In this paper, we will use this unique combination of the extensive archive of more than 1,800 iterations each of Version 3 and 4 of the GHCN datasets along with our compilation of station history metadata to quantify and evaluate the PHA adjustments that have been applied by NOAA to the GHCN dataset since 2011 [
3,
4]. We appreciate that the PHA [
27] has performed quite well over the years in various studies, including benchmarking tests [
27,
34,
35,
36]. However, these earlier assessments of the PHA were generally “one-off” assessments, i.e., they did not evaluate the consistency of the breakpoints and adjustments applied with repeated runs of the algorithm.
Nominally, our analysis in this study is confined to Europe, since this is the region for which we have compiled the relevant station history metadata. However, this region comprises many of the longest and most complete station records in the GHCN dataset, and we therefore think the results from this case study are of relevance to all users of the GHCN dataset.
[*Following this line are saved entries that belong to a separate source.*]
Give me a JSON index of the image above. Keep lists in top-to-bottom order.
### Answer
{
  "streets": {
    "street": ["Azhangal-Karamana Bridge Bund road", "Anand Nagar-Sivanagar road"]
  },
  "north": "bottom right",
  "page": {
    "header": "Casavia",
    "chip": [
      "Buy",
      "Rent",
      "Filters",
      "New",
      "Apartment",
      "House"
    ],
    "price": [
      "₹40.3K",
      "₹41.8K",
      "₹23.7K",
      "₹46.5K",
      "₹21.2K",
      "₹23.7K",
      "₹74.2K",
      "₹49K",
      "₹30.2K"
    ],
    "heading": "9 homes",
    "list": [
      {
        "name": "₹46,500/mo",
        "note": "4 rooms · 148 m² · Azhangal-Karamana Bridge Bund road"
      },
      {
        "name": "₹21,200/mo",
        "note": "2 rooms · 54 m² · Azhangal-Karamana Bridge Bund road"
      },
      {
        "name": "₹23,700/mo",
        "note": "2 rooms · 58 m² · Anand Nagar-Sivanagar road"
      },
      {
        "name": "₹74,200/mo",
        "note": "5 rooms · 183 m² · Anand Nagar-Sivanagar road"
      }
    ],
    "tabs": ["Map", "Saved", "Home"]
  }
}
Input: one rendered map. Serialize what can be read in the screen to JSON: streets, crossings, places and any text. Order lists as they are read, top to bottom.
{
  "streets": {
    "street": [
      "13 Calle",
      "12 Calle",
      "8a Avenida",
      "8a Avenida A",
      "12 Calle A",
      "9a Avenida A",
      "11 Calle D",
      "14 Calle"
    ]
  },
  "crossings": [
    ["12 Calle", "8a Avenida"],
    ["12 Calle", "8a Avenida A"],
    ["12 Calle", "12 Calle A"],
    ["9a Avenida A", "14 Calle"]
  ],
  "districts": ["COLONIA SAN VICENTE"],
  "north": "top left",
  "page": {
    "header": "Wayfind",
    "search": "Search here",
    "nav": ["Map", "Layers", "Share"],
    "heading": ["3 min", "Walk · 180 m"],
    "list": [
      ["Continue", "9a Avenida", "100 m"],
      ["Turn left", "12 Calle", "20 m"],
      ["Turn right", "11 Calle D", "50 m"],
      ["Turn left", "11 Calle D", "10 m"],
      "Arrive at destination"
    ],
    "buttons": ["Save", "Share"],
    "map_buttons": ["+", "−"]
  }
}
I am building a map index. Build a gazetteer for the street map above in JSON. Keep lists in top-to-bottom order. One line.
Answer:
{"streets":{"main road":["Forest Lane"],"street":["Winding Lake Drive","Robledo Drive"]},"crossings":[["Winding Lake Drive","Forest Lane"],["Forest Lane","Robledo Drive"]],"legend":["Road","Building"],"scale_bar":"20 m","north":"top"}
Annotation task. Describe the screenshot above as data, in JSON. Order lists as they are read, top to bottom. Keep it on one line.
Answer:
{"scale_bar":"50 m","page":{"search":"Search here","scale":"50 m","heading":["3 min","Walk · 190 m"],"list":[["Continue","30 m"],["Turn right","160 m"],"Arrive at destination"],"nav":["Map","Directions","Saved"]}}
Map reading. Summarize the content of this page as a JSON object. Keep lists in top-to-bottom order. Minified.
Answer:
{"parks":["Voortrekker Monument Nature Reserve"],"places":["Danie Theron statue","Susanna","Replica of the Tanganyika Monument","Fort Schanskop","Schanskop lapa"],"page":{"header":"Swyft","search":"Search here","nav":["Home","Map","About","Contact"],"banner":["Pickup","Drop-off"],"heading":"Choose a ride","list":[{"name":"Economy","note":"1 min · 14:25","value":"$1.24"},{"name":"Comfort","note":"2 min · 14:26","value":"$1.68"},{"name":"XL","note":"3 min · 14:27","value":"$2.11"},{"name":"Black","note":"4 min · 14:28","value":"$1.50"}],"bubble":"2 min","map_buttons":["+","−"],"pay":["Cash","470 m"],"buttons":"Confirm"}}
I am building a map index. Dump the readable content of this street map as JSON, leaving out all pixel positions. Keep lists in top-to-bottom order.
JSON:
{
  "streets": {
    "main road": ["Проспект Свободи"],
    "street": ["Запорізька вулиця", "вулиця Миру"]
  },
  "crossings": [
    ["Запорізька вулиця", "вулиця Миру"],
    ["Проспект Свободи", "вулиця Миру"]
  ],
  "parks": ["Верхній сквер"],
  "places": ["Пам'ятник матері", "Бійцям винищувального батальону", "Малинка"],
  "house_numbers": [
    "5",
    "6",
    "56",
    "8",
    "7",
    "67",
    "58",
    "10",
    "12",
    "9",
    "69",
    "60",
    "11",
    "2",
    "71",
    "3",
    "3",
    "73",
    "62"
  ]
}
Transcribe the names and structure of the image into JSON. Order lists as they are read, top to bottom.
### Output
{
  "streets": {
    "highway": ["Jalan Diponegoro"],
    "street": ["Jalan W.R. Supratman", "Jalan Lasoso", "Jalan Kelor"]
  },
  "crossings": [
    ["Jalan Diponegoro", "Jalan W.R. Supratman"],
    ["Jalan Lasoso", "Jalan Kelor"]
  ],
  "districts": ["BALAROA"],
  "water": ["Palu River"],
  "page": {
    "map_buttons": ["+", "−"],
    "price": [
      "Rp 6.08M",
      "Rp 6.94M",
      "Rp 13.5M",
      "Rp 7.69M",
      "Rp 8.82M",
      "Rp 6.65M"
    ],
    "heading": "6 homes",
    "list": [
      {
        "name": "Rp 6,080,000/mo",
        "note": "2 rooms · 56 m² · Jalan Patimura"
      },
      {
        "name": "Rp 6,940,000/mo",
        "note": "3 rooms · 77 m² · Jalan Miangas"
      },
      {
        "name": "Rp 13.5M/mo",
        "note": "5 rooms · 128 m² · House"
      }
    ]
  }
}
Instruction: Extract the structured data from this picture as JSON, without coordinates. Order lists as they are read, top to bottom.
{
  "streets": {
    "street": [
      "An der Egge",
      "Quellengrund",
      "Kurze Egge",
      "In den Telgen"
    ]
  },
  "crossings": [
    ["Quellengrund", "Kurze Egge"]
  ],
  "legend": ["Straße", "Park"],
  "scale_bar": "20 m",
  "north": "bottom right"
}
We also expect our findings will be of interest to the temperature homogenization community.
The main aims of this study are:
To describe how the PHA adjustments applied to the stations in the widely-used GHCN datasets vary between updates, using this subset of European stations as a detailed case study for the entire global dataset.
To evaluate how closely related (or otherwise) the breakpoints identified by the PHA process are to documented station history metadata events.
To discuss the implications these findings have for the scientific community’s goals of accurately estimating regional climatic temperature trends.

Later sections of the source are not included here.